## Problem details
Go through the following data and transcribe exactly the stretch of lines from the one holding "function fill(path, color)" to the one holding "M642 502 646 501 653 506 656 511 653 519", both included.

(Collected data)
*-*-*
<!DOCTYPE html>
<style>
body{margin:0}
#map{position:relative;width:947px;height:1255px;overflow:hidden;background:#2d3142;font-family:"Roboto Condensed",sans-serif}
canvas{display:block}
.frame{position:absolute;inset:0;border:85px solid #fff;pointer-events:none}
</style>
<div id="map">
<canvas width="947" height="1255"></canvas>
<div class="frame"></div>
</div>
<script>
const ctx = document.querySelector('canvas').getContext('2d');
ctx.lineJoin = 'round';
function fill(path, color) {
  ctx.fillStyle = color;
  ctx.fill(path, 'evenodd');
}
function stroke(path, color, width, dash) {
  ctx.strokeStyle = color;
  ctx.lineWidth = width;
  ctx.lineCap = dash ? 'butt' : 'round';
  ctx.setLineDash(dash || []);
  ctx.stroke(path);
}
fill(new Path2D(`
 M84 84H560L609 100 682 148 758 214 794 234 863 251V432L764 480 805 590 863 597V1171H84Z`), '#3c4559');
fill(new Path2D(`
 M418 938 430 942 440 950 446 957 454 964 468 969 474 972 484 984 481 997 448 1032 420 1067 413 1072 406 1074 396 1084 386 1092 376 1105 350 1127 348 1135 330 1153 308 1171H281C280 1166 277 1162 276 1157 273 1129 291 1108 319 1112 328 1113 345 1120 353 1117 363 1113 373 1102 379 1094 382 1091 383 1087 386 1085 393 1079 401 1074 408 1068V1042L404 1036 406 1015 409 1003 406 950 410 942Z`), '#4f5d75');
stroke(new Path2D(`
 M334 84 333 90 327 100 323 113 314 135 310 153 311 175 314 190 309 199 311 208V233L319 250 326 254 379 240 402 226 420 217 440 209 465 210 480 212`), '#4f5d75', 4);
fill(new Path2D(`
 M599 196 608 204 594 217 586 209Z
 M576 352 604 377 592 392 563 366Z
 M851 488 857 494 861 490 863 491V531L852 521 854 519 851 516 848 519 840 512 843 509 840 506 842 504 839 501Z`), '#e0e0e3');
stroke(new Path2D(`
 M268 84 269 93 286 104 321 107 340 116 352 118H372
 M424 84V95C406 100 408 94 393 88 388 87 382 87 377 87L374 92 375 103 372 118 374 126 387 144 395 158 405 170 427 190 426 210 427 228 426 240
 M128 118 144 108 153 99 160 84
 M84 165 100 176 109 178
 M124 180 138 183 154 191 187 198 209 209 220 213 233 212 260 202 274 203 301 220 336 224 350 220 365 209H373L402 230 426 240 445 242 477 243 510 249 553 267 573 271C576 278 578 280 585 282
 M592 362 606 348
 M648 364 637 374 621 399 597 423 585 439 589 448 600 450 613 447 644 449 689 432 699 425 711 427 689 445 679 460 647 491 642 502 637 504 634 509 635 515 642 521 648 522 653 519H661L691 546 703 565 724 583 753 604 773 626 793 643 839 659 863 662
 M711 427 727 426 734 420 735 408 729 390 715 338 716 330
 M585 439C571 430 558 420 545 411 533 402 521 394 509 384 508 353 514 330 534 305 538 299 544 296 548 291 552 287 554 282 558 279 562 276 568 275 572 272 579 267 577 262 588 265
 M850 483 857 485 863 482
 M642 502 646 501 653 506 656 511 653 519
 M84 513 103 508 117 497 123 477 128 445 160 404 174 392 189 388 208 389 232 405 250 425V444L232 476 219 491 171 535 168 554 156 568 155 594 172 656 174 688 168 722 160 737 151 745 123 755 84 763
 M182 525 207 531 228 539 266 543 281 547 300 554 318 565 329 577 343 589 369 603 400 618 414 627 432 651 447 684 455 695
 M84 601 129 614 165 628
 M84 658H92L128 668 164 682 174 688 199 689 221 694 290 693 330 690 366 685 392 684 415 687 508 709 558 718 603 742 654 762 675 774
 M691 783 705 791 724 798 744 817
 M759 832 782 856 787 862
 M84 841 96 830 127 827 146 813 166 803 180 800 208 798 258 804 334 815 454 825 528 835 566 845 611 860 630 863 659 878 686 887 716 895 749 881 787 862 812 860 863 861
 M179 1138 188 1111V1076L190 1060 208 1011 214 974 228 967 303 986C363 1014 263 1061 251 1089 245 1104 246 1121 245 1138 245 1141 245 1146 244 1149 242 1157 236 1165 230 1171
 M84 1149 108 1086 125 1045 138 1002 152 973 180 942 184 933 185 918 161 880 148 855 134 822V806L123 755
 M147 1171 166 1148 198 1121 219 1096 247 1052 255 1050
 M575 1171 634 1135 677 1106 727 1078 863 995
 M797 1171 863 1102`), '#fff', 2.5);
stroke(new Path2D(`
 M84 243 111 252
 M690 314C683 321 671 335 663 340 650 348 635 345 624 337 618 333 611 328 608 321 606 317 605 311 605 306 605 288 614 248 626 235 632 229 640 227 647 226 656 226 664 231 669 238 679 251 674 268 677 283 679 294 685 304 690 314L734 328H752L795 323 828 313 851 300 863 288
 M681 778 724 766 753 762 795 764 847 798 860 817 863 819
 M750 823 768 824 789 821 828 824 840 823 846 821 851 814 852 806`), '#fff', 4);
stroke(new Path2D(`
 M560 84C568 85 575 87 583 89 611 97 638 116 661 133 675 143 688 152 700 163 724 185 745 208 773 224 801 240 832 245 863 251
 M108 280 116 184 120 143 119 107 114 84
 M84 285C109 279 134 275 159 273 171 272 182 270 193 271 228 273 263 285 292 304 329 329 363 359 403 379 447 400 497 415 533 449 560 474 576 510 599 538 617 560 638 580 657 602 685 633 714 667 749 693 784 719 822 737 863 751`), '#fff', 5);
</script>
*-*-*
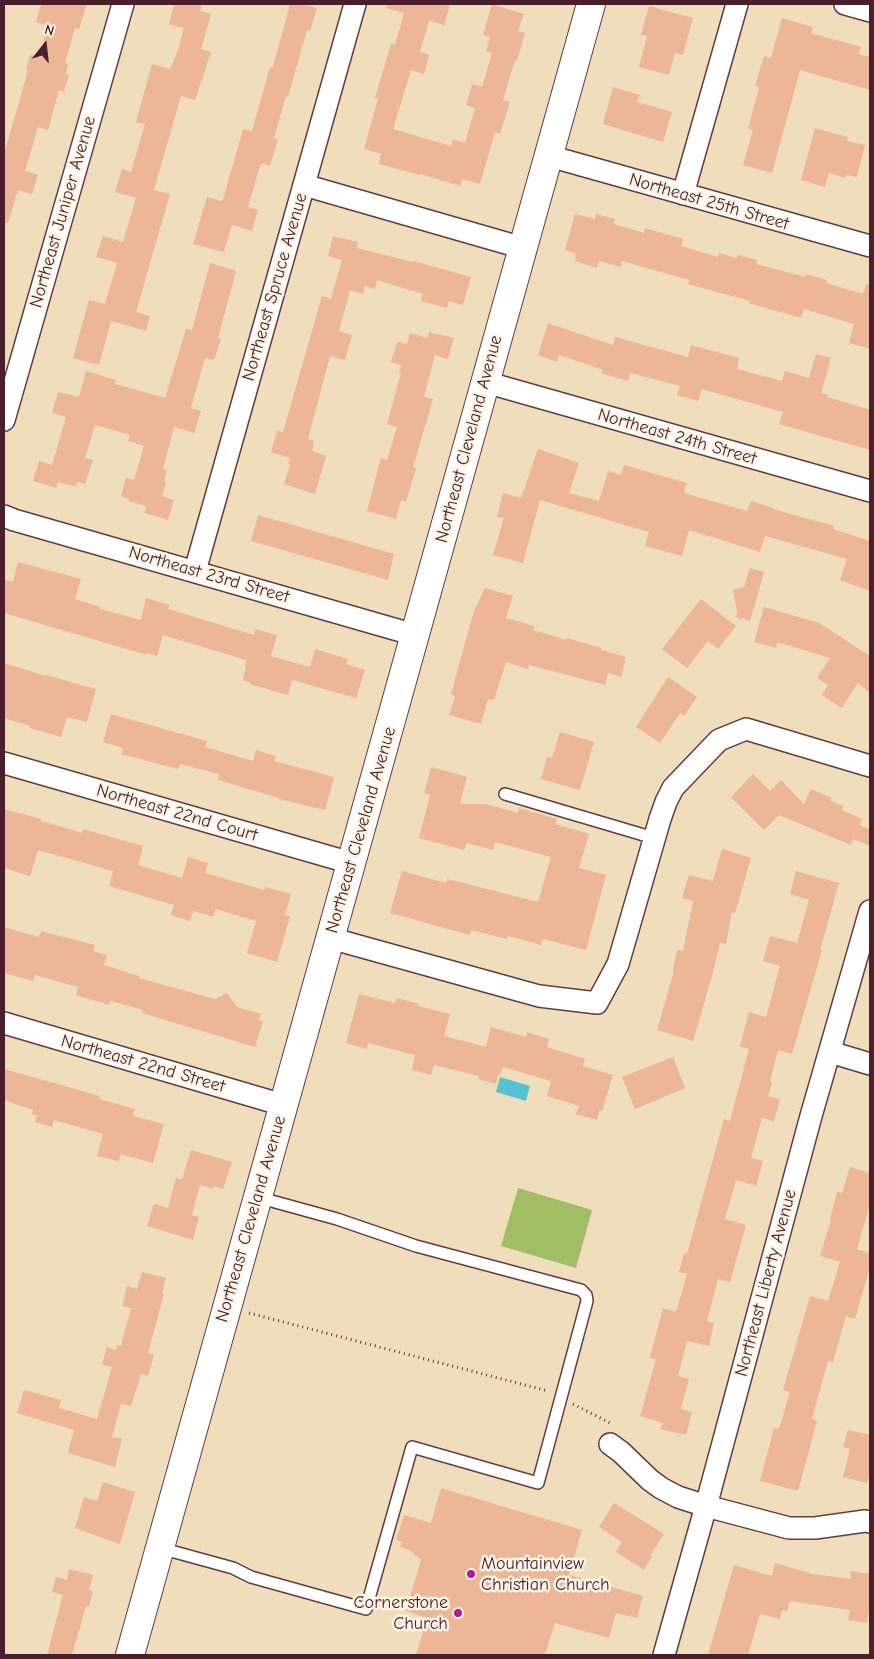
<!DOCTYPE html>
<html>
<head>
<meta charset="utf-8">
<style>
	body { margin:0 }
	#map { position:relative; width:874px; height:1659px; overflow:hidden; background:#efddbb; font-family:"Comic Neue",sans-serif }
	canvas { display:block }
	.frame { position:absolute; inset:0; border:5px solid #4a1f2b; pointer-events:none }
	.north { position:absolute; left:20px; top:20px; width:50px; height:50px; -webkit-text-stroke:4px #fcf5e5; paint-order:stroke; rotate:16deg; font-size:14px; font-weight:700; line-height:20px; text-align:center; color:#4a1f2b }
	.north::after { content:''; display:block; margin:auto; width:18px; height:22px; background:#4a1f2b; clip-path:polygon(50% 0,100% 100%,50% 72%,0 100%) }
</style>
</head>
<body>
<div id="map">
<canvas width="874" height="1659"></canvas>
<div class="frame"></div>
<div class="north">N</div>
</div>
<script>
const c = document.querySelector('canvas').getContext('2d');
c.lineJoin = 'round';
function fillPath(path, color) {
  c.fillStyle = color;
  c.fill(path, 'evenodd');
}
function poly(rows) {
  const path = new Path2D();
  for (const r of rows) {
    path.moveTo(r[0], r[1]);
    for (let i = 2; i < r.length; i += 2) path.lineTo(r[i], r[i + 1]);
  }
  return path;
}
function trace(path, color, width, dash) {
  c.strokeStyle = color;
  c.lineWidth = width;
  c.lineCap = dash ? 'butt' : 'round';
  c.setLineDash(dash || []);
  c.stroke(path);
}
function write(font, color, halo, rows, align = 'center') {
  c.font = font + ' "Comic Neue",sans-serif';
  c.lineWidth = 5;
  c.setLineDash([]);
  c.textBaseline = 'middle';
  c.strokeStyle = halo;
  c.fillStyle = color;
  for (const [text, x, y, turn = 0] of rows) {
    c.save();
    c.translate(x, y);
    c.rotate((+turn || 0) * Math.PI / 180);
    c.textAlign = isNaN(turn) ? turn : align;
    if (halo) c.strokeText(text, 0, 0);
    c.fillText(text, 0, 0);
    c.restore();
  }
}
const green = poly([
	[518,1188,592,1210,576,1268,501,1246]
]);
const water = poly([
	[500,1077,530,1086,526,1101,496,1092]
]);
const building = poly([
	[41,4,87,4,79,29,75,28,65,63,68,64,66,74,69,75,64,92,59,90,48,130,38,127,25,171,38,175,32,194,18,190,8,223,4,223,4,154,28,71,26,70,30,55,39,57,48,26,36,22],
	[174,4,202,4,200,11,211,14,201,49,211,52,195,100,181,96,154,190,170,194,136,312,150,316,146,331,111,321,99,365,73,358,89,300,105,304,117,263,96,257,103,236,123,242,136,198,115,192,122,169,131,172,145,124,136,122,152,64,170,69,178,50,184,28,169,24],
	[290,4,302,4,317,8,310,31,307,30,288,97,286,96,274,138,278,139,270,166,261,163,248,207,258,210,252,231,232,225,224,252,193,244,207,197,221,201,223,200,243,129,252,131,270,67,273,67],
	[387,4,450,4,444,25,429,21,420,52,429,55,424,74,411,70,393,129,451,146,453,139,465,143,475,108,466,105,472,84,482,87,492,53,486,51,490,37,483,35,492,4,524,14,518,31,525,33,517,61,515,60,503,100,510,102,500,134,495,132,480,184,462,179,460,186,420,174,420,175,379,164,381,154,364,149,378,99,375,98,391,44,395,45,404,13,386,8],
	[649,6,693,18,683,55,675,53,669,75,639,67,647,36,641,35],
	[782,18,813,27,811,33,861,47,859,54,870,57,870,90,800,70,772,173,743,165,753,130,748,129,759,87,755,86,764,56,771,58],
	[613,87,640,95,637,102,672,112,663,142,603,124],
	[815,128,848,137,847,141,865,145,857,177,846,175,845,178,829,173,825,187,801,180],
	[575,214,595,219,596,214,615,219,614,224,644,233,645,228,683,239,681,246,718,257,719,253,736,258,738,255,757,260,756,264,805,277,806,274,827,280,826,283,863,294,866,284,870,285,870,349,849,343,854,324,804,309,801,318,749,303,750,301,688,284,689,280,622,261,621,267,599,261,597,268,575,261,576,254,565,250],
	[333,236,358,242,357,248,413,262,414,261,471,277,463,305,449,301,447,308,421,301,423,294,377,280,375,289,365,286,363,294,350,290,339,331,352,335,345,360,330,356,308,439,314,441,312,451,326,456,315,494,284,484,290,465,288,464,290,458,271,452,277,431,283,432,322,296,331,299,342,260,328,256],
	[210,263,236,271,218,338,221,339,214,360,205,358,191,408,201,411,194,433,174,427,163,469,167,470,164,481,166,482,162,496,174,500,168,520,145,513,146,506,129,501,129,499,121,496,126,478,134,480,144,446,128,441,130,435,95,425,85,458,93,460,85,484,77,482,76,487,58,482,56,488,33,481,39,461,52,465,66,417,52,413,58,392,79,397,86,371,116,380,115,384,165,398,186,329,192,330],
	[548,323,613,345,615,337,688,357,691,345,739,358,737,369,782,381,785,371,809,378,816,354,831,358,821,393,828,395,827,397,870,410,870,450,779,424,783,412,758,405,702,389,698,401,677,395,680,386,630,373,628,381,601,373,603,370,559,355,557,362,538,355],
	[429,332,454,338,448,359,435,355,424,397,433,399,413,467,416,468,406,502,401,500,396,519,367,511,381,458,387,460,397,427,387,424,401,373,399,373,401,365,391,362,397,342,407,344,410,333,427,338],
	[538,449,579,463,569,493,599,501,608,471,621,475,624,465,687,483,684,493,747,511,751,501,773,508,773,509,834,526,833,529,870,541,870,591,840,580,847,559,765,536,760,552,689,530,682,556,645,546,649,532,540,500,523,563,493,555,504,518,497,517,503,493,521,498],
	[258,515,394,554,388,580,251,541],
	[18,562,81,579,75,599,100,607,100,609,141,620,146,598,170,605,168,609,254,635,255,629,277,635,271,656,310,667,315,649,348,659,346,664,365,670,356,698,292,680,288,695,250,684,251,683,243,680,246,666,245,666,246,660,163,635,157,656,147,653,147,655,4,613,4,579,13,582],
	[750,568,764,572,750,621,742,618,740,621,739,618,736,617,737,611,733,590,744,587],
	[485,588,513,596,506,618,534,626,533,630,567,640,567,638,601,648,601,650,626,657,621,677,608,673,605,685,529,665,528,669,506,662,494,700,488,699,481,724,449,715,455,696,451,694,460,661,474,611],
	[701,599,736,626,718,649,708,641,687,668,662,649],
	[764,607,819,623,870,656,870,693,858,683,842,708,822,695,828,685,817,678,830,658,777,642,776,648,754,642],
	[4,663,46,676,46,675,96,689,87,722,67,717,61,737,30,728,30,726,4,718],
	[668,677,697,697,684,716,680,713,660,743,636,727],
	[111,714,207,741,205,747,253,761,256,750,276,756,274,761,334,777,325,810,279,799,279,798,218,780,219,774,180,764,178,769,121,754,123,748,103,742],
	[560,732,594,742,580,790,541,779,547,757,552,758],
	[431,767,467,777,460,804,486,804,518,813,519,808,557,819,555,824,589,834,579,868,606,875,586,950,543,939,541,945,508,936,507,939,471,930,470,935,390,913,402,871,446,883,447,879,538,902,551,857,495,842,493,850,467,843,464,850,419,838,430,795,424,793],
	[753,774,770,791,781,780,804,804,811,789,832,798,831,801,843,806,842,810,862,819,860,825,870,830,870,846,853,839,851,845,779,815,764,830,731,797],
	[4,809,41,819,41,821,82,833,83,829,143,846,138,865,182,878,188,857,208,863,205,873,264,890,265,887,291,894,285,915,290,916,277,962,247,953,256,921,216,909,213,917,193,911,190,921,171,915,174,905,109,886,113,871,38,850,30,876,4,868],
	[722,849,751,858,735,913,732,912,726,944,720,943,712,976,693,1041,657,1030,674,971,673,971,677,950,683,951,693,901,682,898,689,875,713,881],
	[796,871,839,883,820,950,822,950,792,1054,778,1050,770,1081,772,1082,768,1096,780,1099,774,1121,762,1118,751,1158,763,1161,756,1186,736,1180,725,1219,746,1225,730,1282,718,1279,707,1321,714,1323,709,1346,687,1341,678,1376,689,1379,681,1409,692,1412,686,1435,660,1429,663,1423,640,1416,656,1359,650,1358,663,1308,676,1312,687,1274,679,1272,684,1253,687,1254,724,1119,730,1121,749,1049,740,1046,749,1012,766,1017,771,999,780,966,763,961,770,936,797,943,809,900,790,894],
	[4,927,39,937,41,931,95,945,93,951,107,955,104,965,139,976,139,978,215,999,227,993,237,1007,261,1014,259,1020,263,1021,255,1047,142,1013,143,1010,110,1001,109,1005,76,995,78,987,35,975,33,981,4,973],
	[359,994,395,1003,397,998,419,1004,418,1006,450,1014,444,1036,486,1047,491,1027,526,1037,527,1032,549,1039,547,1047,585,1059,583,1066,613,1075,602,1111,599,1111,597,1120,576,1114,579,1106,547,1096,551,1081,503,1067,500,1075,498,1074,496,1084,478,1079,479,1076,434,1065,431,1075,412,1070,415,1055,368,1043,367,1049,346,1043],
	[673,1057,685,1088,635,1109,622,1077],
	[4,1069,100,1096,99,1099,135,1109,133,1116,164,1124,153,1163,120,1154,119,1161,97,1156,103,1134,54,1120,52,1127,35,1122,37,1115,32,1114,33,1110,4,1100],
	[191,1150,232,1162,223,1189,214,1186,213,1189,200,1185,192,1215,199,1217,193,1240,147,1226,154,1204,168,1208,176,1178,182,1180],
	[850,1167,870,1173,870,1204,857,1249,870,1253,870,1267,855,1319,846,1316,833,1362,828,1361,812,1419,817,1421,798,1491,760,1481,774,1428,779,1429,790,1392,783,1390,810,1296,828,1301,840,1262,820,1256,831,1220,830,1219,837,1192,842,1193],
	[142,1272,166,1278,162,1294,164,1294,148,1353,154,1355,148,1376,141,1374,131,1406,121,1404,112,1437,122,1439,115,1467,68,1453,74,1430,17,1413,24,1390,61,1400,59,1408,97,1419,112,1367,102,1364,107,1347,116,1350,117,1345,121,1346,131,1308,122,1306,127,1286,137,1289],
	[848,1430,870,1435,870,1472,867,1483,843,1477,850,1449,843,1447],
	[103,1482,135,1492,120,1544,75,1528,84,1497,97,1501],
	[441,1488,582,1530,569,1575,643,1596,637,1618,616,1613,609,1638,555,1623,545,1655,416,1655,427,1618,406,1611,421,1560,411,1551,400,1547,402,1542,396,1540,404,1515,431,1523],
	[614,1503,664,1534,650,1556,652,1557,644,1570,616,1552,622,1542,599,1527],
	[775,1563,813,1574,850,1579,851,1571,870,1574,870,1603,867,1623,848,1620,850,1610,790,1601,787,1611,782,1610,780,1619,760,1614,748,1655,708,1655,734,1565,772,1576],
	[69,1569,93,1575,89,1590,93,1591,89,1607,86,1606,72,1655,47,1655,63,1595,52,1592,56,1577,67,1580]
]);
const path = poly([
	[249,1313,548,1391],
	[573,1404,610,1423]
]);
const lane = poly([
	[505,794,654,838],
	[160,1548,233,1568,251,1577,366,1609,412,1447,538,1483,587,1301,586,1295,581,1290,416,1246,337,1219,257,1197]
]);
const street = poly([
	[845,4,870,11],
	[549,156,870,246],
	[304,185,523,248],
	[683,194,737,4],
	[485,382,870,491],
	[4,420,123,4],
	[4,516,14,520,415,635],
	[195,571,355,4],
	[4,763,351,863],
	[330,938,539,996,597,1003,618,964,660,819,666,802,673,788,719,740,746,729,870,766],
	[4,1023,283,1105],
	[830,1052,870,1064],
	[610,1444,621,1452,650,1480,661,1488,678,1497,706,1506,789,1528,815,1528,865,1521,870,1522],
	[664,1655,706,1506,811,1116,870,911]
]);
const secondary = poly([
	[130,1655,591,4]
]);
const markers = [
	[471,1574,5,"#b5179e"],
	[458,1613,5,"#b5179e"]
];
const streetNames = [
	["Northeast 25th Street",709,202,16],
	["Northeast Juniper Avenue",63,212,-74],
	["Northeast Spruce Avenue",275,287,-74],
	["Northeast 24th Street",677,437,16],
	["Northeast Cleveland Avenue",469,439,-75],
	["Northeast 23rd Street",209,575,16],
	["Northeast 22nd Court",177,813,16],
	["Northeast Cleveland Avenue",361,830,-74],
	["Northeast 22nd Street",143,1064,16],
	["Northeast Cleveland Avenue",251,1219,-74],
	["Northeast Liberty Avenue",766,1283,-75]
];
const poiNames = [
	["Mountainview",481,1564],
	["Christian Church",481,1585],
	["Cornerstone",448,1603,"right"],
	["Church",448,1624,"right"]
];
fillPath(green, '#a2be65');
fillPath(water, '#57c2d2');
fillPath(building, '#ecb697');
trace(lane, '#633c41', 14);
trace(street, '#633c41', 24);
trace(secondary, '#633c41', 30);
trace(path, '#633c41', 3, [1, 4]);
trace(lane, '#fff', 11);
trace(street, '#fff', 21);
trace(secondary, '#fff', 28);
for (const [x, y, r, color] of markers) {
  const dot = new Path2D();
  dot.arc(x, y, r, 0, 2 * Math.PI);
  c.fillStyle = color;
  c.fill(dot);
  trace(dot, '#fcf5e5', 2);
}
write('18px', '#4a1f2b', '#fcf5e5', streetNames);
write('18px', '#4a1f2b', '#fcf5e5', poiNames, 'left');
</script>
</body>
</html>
*-*-*
## Your solution
function fill(path, color) {
  ctx.fillStyle = color;
  ctx.fill(path, 'evenodd');
}
function stroke(path, color, width, dash) {
  ctx.strokeStyle = color;
  ctx.lineWidth = width;
  ctx.lineCap = dash ? 'butt' : 'round';
  ctx.setLineDash(dash || []);
  ctx.stroke(path);
}
fill(new Path2D(`
 M84 84H560L609 100 682 148 758 214 794 234 863 251V432L764 480 805 590 863 597V1171H84Z`), '#3c4559');
fill(new Path2D(`
 M418 938 430 942 440 950 446 957 454 964 468 969 474 972 484 984 481 997 448 1032 420 1067 413 1072 406 1074 396 1084 386 1092 376 1105 350 1127 348 1135 330 1153 308 1171H281C280 1166 277 1162 276 1157 273 1129 291 1108 319 1112 328 1113 345 1120 353 1117 363 1113 373 1102 379 1094 382 1091 383 1087 386 1085 393 1079 401 1074 408 1068V1042L404 1036 406 1015 409 1003 406 950 410 942Z`), '#4f5d75');
stroke(new Path2D(`
 M334 84 333 90 327 100 323 113 314 135 310 153 311 175 314 190 309 199 311 208V233L319 250 326 254 379 240 402 226 420 217 440 209 465 210 480 212`), '#4f5d75', 4);
fill(new Path2D(`
 M599 196 608 204 594 217 586 209Z
 M576 352 604 377 592 392 563 366Z
 M851 488 857 494 861 490 863 491V531L852 521 854 519 851 516 848 519 840 512 843 509 840 506 842 504 839 501Z`), '#e0e0e3');
stroke(new Path2D(`
 M268 84 269 93 286 104 321 107 340 116 352 118H372
 M424 84V95C406 100 408 94 393 88 388 87 382 87 377 87L374 92 375 103 372 118 374 126 387 144 395 158 405 170 427 190 426 210 427 228 426 240
 M128 118 144 108 153 99 160 84
 M84 165 100 176 109 178
 M124 180 138 183 154 191 187 198 209 209 220 213 233 212 260 202 274 203 301 220 336 224 350 220 365 209H373L402 230 426 240 445 242 477 243 510 249 553 267 573 271C576 278 578 280 585 282
 M592 362 606 348
 M648 364 637 374 621 399 597 423 585 439 589 448 600 450 613 447 644 449 689 432 699 425 711 427 689 445 679 460 647 491 642 502 637 504 634 509 635 515 642 521 648 522 653 519H661L691 546 703 565 724 583 753 604 773 626 793 643 839 659 863 662
 M711 427 727 426 734 420 735 408 729 390 715 338 716 330
 M585 439C571 430 558 420 545 411 533 402 521 394 509 384 508 353 514 330 534 305 538 299 544 296 548 291 552 287 554 282 558 279 562 276 568 275 572 272 579 267 577 262 588 265
 M850 483 857 485 863 482
 M642 502 646 501 653 506 656 511 653 519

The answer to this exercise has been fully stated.